Meus olhos encheram d'água e me voltei para o tenente.

- Continuando... Eles estavam indo bem, até a droga começar a dominá-los. As drogas os transformavam em animais, que viviam a base de fúria, alegria, prazer, raiva, etc. Esses sentimentos deixavam o poder das drogas ainda mais forte. Aos poucos, eles começaram a fazer justiça com tudo àquilo que "eles" achavam que precisava ser punido. Eles pegavam molecada que fumava crack e os espancavam, eles pegavam homossexuais na rua e os espancavam, travestis , batedores de carteira, lésbicas, bêbados na rua e, por ultimo, talvez quando chegaram ao fundo do poço, queimavam mendigos.

- Queimavam? – perguntou todos em coro.

Senti um gosto amargo na garganta. Agora eu sentia exatamente o que as pessoas que "tentaram" me dizer, sentiam. Decepção, nojo, repugnância, com a confiança traída.

- Sim, é o que dizem. Prefiro acreditar que não, até porque nada fora provado.
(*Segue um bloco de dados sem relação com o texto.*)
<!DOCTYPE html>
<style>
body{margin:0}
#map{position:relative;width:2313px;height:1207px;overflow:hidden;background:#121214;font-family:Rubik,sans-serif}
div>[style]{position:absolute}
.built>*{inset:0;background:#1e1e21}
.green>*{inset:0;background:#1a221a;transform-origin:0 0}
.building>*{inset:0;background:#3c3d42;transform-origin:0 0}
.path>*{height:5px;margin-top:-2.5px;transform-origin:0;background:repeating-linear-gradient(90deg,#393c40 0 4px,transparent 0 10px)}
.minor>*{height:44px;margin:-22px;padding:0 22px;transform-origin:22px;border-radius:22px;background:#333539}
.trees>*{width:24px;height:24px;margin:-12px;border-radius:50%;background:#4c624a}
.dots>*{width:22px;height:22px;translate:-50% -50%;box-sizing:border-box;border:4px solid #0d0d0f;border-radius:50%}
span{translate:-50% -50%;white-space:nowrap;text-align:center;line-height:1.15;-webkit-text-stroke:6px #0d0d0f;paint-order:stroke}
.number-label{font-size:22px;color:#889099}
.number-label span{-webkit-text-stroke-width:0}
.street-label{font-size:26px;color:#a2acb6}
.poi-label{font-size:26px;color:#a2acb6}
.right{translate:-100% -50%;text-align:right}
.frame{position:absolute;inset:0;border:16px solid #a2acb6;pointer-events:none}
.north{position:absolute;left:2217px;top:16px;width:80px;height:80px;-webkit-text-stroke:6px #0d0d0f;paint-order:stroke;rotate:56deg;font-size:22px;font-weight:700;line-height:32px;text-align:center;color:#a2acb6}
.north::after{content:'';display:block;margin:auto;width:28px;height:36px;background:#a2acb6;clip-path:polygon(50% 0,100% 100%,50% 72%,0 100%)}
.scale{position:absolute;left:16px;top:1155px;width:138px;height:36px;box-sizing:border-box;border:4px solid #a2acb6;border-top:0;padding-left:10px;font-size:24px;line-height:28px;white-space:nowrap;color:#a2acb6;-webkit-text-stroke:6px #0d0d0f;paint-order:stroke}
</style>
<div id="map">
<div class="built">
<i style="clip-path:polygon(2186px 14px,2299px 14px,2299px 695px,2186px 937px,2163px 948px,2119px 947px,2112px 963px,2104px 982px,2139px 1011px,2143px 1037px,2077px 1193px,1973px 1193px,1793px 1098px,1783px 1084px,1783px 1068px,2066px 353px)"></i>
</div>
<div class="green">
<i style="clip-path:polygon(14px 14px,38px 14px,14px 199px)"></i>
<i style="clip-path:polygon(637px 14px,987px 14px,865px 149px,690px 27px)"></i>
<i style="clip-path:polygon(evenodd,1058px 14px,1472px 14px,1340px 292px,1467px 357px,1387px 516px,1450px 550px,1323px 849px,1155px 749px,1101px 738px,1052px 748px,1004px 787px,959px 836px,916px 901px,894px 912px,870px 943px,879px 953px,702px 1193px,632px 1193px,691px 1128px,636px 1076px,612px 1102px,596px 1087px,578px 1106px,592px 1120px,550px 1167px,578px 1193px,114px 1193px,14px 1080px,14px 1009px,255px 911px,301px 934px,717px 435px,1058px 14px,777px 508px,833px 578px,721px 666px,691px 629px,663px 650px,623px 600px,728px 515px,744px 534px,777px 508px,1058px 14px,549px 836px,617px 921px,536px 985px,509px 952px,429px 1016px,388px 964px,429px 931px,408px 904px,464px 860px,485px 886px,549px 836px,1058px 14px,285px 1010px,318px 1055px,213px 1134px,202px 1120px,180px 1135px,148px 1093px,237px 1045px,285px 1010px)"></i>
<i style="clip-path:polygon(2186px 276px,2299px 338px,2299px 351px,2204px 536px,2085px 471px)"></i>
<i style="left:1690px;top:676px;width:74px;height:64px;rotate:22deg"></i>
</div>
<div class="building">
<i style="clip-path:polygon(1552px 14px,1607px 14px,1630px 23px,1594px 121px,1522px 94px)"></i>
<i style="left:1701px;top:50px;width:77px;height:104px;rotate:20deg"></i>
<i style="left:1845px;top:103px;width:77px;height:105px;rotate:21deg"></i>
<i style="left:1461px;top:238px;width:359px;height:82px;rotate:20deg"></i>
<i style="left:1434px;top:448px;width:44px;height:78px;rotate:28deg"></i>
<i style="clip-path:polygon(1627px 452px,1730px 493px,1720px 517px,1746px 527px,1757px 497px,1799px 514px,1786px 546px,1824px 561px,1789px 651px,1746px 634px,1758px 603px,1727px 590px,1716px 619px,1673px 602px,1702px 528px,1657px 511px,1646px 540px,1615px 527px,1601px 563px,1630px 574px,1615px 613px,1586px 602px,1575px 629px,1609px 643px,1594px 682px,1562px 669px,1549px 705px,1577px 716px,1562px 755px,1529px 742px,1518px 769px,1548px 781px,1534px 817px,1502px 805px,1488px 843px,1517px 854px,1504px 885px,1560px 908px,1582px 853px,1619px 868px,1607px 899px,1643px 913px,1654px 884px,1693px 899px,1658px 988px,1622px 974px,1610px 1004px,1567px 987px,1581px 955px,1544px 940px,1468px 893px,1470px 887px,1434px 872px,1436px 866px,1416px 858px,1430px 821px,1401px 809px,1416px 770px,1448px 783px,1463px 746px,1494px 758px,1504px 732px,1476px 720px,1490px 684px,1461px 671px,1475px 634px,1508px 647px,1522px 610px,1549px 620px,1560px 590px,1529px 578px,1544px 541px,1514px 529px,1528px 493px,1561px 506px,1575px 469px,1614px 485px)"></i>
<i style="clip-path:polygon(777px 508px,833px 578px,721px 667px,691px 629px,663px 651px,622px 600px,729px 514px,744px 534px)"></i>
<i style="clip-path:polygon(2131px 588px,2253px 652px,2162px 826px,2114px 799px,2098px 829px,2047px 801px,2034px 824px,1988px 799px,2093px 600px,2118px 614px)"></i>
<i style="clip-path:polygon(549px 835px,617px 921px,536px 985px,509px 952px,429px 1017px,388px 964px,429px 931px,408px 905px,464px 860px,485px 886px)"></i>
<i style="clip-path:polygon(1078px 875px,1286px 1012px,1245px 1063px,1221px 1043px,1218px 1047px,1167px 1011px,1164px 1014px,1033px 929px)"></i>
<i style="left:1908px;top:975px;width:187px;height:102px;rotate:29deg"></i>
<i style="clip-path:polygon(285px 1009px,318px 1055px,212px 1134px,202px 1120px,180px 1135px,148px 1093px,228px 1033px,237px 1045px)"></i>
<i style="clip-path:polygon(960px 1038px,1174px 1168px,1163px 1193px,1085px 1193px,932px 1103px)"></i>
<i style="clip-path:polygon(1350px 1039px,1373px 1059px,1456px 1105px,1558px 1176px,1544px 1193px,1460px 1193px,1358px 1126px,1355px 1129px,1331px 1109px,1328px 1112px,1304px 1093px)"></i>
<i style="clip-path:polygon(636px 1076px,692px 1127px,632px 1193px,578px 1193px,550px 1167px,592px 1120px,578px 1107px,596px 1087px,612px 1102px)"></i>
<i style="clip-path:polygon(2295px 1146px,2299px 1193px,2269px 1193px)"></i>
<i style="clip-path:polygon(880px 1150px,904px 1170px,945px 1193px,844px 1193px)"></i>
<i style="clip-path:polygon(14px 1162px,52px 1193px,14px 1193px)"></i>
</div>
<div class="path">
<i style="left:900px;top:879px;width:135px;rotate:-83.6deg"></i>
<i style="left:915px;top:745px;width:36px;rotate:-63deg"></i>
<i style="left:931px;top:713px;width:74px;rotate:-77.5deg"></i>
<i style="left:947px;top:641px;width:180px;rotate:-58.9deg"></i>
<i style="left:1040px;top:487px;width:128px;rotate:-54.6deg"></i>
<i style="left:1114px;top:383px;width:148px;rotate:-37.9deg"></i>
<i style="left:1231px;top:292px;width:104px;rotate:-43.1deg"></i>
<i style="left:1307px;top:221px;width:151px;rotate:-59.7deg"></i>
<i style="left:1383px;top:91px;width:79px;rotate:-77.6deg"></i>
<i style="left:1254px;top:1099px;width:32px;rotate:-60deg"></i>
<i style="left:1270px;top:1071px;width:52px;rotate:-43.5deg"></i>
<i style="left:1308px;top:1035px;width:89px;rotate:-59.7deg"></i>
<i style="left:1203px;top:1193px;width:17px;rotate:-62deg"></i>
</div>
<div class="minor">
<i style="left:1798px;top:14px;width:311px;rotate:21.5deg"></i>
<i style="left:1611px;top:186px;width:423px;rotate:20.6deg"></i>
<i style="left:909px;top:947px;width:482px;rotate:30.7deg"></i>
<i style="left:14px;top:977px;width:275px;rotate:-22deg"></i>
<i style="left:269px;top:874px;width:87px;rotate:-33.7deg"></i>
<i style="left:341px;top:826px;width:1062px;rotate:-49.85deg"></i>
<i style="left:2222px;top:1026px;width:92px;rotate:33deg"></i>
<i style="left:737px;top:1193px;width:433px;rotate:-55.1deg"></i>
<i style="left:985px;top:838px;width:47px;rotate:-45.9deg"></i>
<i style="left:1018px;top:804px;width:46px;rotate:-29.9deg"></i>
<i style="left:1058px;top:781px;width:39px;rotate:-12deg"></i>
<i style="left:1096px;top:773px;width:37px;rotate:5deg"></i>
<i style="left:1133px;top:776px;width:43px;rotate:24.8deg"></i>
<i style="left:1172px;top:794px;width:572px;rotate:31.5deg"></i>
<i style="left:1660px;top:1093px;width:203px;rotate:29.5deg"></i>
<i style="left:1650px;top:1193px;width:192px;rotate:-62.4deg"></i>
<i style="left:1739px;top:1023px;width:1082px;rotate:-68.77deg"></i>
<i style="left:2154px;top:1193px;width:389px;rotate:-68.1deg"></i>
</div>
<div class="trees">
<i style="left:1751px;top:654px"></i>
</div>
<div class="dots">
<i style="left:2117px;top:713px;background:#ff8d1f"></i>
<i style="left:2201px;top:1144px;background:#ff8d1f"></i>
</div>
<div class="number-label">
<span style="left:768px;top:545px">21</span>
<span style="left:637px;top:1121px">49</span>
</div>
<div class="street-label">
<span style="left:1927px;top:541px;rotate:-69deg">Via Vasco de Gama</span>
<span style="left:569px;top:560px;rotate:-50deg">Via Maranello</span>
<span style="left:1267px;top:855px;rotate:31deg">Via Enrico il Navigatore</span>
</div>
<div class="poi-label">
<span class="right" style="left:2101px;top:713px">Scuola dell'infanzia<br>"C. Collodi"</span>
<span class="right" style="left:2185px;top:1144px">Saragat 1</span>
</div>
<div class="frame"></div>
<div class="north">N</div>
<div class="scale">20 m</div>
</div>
Mas... se for ele sim, eles as queimaram. Impressionante o que a sede por prazer das drogas não faz ao ser humano.

- Não vai me dizer que eles eram "assim" por causa das drogas? – perguntou o Burro com uma certa ironia.

- Sabia que as drogas se associam a algo do seu cotidiano? Há pessoas que a droga se associa a música (balada), outras se associam ao álcool, outras ao sexo, outras usam quando estão tristes ou muito felizes. Se você sempre usar as drogas em casos de tristeza profunda e solidão, espontaneamente, todas as vezes que sentir-se triste, disparará o gatilho para o uso.

- Fissura – completou o Burro.

- Exato! No caso da Sombra e a Escuridão, esse gatilho era disparado sempre que eles saiam nas ruas para procurar pessoas para ambos fazerem justiça. No caso, era a euforia.

Fiquei boquiaberto com a explicação e mais boquiaberto pelo conhecimento do Guazira. Tenho certeza que nem o ruivo sabia de tudo isso.

- Até mais Bortolozzo! – disse o Guazira, apenas fazendo um sinal de joia.

- Até!

O Tenente Guazira fora até o Murilo e deu um forte abraço. Daqueles de fazer ciúmes em qualquer pessoa.

- Até mais, meu grande Shaitaini! – disse ele dando um grande sorriso.

"Shaitaini?" pensei comigo.

"Então era isso! Só juntar as palavras: Guazira; brother; hostil; muito trabalho para polícia; parceiro de rua; justiça com as próprias mãos..."

Meu estômago estava congelado. Minhas pernas tremiam e, na minha frente, estava o outro Leão de Tsavo. A Sombra.

- O que aconteceu Alan? – perguntou o Burro ao ver-me em pânico.

- Você é a Sombra! – disse sentindo uma imensa vontade de ir embora.

- Do que você está falando? – perguntou meu irmão ficando em pé, num pulo.

- Concluiu isso tudo nessa conversa, senhor Bortolozzo? – perguntou ele ainda rodando seu dedo indicador no gargalo da garrafa.

- Não! Pelos comentários que o Muca sempre fizera de ti! sempre havia muito carinho fraternal entre vocês – disse me levantando e começando a sair.

- E por que a pressa Bortolozzo? Não sabe que isso foi algo do passado? – perguntou ele agora girando a garrafa.

- Acho que foi a meia hora mais tensa que eu tive Guazira! – disse rindo amarelo.

Minha tensão toda não era por causa do Guazira ser um Shaitaini. Afinal, estávamos em um posto de combustível, cheio de pessoas e ele era um policial. Jamais botaria a cara pra bater ali. Isso lhe renderia uma prisão ou expulsão. Meu pavor era saber que - não sei ao certo onde – o Murilo estava nos observando. E lembrando-se das palavras ditas agora pouco pelo tenente:

" - ... O comportamento de caça desses leões, não condizia com os padrões "normais" da espécie... Sem falar que os leões enganavam as pessoas na hora da caça. Eles armavam emboscada que assustavam os homens. Durante a madrugada, um dos leões entrava nas tendas e acabava assustando os homens e, quando menos se esperava, o outro leão que você nem o tinha visto, aparecia e te capturava."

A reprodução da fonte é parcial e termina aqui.